Jack Detsch
Tehran will likely look to Russia and China to purchase advanced weapons when a UN arms embargo against the country expires next year, a senior defense intelligence official said Nov. 19.
A missile made by the IRGC is mounted on a Chinese helicopter during the sixth exhibition of the aviation industry in Tehran, Iran, Nov. 25, 2015.
Iran is likely to seek out Russia and China to purchase advanced weapons systems such as tanks and fighter jets when a United Nations arms embargo against the country expires next year, a senior defense intelligence official said today, amid rising tensions in the Middle East.
In a report released on Tuesday that unveils the Defense Department’s public assessment of Iran’s military capabilities, the Pentagon’s top intelligence agency expressed concern that “modern conventional capabilities” will be available to Tehran when the UN embargo expires in 2020, allowing the country to become “a more traditional military force.
“We see Iran’s goal here as trying to deter attacks on Iran,” the official said at a Pentagon briefing on Tuesday. “With the embargo ending, we expect them to go after [fighter jets] — their current air force is dated — and also main battle tanks.”
UN Security Council Resolution 1929 calls on members of the world body not to transfer those systems, along with armored combat vehicles, large-caliber artillery systems, combat aircraft, attack helicopters, warships and missiles. “Given what they currently have in stock, we see them looking at Russia and China,” the official, speaking not for attribution, told reporters.
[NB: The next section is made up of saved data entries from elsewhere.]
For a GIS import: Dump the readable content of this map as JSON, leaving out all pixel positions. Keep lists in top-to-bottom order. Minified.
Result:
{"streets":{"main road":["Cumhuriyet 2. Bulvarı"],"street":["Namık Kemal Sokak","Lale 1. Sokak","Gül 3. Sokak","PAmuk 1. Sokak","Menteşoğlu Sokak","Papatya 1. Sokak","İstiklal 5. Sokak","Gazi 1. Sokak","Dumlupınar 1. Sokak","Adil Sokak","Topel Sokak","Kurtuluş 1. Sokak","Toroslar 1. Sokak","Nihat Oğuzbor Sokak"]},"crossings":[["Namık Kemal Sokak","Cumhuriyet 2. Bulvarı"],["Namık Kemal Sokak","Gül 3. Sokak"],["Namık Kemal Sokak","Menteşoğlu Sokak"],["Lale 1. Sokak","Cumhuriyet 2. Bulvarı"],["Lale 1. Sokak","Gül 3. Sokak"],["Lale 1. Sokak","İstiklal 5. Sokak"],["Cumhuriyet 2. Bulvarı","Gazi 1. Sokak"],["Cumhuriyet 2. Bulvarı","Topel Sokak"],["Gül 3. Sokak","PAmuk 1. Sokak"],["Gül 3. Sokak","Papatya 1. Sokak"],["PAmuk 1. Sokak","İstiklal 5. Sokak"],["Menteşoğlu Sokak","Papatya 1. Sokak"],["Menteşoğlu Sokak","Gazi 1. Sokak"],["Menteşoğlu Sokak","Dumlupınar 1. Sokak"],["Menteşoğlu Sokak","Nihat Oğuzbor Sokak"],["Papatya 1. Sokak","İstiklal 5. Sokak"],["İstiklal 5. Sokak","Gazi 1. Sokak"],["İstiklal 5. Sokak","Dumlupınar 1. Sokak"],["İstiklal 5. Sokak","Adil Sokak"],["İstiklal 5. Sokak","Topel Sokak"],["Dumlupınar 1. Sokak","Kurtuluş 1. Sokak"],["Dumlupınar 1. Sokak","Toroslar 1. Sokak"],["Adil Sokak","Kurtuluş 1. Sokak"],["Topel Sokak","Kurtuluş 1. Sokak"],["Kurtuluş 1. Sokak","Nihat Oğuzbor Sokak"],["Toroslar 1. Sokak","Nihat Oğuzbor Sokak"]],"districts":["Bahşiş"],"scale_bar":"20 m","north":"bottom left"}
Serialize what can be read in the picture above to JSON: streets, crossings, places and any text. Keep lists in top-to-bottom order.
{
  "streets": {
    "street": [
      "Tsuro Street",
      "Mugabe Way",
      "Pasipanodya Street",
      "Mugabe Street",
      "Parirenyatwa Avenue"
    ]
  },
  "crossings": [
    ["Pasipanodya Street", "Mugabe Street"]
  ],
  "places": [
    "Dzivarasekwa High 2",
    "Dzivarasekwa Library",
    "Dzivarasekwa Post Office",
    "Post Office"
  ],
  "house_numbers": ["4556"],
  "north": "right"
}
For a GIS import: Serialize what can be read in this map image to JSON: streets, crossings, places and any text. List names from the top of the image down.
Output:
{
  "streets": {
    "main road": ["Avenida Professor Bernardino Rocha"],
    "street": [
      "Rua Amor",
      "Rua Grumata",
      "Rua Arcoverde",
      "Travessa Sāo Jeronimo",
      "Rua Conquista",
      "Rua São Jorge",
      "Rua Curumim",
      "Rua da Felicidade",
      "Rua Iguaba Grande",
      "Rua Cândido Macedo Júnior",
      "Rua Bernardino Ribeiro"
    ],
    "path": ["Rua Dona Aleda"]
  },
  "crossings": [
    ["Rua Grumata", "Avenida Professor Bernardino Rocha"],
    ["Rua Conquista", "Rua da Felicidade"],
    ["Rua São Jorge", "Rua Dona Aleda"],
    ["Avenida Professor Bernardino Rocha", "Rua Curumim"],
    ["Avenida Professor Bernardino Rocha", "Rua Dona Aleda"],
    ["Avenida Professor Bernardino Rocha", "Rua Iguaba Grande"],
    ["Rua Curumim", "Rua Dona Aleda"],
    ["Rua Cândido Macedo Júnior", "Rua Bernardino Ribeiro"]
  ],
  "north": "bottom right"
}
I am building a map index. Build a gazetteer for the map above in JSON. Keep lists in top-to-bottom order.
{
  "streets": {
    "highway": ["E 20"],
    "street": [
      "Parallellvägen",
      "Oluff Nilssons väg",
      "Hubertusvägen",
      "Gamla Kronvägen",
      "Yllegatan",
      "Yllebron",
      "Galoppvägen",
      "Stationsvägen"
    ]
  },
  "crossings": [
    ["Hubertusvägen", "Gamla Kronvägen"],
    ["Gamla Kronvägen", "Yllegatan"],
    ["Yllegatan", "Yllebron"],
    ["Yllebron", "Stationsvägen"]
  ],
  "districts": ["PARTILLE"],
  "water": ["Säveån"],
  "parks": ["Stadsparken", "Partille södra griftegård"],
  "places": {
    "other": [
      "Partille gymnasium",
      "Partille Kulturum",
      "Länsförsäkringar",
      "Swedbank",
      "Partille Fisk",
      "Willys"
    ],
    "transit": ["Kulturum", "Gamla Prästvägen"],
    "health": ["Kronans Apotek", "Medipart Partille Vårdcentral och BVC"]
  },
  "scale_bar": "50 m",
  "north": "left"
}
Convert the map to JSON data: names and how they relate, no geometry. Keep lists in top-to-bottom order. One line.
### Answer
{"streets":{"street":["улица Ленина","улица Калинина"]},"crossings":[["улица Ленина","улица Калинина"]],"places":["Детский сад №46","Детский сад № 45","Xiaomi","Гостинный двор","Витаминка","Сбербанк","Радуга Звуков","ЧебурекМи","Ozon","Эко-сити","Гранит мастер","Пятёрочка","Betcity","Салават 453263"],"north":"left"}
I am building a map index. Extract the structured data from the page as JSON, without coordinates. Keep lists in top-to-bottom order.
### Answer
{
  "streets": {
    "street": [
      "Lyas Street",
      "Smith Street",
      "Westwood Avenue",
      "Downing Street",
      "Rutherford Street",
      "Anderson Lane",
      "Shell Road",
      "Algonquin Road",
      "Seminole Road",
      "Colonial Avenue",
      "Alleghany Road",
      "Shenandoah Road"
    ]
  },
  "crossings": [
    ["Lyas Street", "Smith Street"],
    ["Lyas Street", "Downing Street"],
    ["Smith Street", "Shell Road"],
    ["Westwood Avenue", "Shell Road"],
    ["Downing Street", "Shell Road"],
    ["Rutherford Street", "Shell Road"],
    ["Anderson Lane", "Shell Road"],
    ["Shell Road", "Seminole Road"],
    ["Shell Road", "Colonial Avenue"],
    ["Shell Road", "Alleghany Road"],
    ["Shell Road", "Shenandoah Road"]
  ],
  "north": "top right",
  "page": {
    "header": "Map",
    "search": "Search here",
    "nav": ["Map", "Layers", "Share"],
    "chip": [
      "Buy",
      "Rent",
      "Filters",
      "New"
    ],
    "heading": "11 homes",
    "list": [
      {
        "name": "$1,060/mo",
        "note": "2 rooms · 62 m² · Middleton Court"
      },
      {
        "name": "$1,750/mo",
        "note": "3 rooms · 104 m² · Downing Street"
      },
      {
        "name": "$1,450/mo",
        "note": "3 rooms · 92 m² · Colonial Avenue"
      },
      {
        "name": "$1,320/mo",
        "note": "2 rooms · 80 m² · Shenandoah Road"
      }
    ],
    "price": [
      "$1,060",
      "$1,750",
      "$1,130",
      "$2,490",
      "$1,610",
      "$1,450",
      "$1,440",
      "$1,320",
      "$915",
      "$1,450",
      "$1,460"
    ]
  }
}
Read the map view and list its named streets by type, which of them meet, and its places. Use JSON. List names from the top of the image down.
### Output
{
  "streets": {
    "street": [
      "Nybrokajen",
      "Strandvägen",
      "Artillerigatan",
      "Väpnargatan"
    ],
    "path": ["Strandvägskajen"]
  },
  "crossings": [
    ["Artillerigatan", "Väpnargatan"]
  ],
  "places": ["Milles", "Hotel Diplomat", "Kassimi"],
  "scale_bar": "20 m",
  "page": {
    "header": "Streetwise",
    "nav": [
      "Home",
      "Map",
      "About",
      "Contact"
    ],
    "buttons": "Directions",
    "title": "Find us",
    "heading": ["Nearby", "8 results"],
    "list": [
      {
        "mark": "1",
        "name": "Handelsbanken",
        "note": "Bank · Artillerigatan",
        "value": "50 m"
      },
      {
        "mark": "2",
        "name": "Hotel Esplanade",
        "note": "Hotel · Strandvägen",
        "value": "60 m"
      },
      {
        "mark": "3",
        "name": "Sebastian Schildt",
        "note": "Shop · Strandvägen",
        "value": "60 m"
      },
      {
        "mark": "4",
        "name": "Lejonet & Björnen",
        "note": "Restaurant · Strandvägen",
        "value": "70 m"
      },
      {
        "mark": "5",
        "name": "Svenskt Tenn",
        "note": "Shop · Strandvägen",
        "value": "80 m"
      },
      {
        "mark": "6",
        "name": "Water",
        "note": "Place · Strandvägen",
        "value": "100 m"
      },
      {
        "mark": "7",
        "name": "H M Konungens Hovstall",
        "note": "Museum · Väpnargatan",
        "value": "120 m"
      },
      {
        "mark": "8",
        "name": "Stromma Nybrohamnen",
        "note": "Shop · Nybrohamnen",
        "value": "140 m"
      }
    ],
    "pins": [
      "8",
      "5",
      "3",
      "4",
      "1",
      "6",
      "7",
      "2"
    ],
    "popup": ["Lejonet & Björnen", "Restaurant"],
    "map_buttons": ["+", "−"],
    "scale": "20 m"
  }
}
An influx of Russian and Chinese weapons would provide a boost to Iran’s increasingly dated arsenal of fighter jets and armor that includes equipment that dates to the 1970s, which has forced Tehran to lean heavily on ballistic missiles. Once the embargo ends, Iran’s air force is likely to seek fourth-generation fighters such as the Russian Su-30, the report said.
But if the US-led “maximum pressure” campaign continues, Iran could face financial pressure on its military budget. The senior defense intelligence official said that Iran’s defense spending “has taken a hit” partially due to US sanctions that were reimposed after US President Donald Trump decided to exit the 2015 Iran nuclear deal last year.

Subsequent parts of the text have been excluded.